OREM — Stories about children growing up and leaving home to become adults will always have a place in family-centered Utah County. Maybe that is why Tarzan, which features two grown children each facing the prospect of creating a new life apart from their parents, is such a hit in Utah County and why Hale Center Theater Orem made it their featured summer show this year.
Based on the Edgar Rice Burroughs novels and the 1999 Disney film, the stage musical Tarzan tells the story of a man who was raised by African gorillas after his parents were shipwrecked and later killed in the jungle. Isolated from other humans for years, Tarzan suddenly meets an Englishwoman, Jane, and realizes that there are other people like him. Before long, their mutual curiosity results in a romantic spark between them, but each must choose whether to live in a foreign place with their new love or return to their old lives.
Beyond the basic plot synopsis, David Henry Hwang‘s script is about finding love, dealing with loss, growing up, and the surprise that comes when people discover that they have something in common, despite their differences. Director David Morgan never loss sight of the emotional core of the play, and the show’s heart was apparent in “Sure as the Sun Turns to Moon” and “Everything That I Am.” I also appreciated Morgan’s decision to create a human ensemble that served as a musical chorus and sometimes observed the action on stage. If anything, I wish that Morgan had used these silent observers more on stage because of the way they served as a bridge between the audience and the actors on stage.

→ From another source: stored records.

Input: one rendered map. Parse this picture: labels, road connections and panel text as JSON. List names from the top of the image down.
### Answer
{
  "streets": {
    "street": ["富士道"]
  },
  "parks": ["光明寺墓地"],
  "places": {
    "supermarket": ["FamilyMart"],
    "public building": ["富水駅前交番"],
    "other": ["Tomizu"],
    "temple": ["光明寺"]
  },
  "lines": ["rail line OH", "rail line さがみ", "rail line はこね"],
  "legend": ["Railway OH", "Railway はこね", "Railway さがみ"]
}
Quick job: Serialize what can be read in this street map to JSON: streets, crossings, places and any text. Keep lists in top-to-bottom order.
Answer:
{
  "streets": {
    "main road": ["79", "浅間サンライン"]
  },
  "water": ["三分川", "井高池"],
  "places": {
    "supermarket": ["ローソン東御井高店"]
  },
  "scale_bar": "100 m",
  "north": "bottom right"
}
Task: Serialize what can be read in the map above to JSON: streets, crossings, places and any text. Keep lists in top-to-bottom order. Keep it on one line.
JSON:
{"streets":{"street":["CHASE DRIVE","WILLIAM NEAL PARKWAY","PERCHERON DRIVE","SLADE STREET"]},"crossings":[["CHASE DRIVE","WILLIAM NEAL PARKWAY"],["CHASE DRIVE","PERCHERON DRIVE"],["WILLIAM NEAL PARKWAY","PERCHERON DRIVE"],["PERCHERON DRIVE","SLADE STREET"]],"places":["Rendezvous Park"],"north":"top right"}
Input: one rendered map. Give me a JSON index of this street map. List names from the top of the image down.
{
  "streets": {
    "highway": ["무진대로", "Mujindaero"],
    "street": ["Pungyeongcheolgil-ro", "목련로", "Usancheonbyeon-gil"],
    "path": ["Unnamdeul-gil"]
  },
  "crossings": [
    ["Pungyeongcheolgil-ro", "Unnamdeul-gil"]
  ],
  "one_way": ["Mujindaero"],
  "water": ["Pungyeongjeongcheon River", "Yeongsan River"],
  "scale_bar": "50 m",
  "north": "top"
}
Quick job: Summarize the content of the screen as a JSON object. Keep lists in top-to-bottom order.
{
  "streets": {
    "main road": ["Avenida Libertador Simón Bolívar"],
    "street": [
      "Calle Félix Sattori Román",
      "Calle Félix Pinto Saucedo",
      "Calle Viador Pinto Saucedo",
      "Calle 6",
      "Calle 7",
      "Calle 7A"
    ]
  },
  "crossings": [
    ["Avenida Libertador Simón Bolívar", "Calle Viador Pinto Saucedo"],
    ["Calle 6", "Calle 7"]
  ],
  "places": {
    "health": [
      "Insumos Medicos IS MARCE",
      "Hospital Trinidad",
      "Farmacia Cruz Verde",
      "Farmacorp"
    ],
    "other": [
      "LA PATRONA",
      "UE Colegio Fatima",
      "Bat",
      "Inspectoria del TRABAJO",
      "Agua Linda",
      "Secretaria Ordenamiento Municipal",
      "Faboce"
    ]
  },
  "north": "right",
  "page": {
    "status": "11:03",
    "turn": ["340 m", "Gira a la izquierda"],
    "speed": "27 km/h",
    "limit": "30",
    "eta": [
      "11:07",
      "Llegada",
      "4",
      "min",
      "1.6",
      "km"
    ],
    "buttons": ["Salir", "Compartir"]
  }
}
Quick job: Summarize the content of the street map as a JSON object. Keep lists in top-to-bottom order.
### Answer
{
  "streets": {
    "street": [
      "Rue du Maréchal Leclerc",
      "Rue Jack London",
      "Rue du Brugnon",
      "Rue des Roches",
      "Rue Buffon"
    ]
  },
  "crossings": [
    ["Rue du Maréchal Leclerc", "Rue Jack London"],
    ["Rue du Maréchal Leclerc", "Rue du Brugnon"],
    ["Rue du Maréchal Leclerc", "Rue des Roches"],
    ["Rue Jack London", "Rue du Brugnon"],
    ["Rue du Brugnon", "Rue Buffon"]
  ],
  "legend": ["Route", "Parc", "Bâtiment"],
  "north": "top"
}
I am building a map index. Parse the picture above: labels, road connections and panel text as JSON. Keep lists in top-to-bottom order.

David Matthew Smith played Tarzan as a noble savage, whose natural compassion and curiosity made him an interesting center of attention, whether he was interacting with his ape family or exploring the new human world. Smith also ensured that Tarzan’s echolalia when he was learning language was not annoying, but rather the product of his naive inquisitiveness. That fascination with the world around him was a trait that Tarzan shared with Jane, played by Malia Mackay. She was a spot of refinement in the middle of the jungle. Mackay’s first entrance, singing the song “Waiting For This Moment” was full of bright-eyed optimism about the world.
Marcie Jacobsen was tender in the role of Kala, Tarzan’s adopted ape mother. Her heart-filled performance of “You’ll Be in My Heart” made me accept her love for her new adopted baby. This genuine emotion made it easy for Jacobsen to create tension between Kala and her mate, Kerchak (played by Patrick Kintz) over baby Tarzan. On the other hand, Wade Robert Johnson‘s performance as Terk was less interesting because I had difficulty believing that there was a lifelong friendship between him and Tarzan. Johnson also, unfortunately, struggled to sing some of the highest notes in his songs.
One highlight of the production was Jennifer Hill-Barlow‘s choreography. An eclectic mix of hip hop, modern, and jazz dance, Hill-Barlow kept the musical numbers like “Son of Man” and “Two Worlds” fresh and unpredictable. Her triumph, though, was “Trashin’ the Camp,” which featured nine gorillas danced frenetically in formation on stage.
Key to this production of Tarzan were the gorilla costumes designed by MaryAnn Hill and Nat Reed. These costumes added bulk in the chest and thighs of the actors to give them a more apelike physique. These outfits were stylistic; complex patterns on the pants, leggings, and the shredded fabric that substituted for fur added some pizzazz to the show. The jungle set (designed by Bobby Swenson and Cole McClure) was painted a mottled mix of greens, and the strips of cloth that hung down from almost every inch of the ceiling effectively hid the lights and added to the jungle illusion. In light of these strong visual aspects, the projections that technical directors Cody Swenson and Cody Hale used for the panther scenes seemed like a misstep.
Although Tarzan is not the best Disney stage musical, it has its charms. More importantly, it has an emotional core that is missing from some other Disney stage shows, like The Little Mermaid and Aladdin. As strange as it seems, this play—which has only six human characters—says more about the human condition than most people realize. Children can relate to the relationship between Tarzan and his ape friend Terk, while parents can appreciate the love that Kala shows for Tarzan or that Porter shows for Jane. But it isn’t necessary to look for any deep meaning to enjoy this production of Tarzan. Audience members who just want to enjoy the Phil Collins score and see some fine performances will find everything they’re looking for at the Hale Center Theater this summer.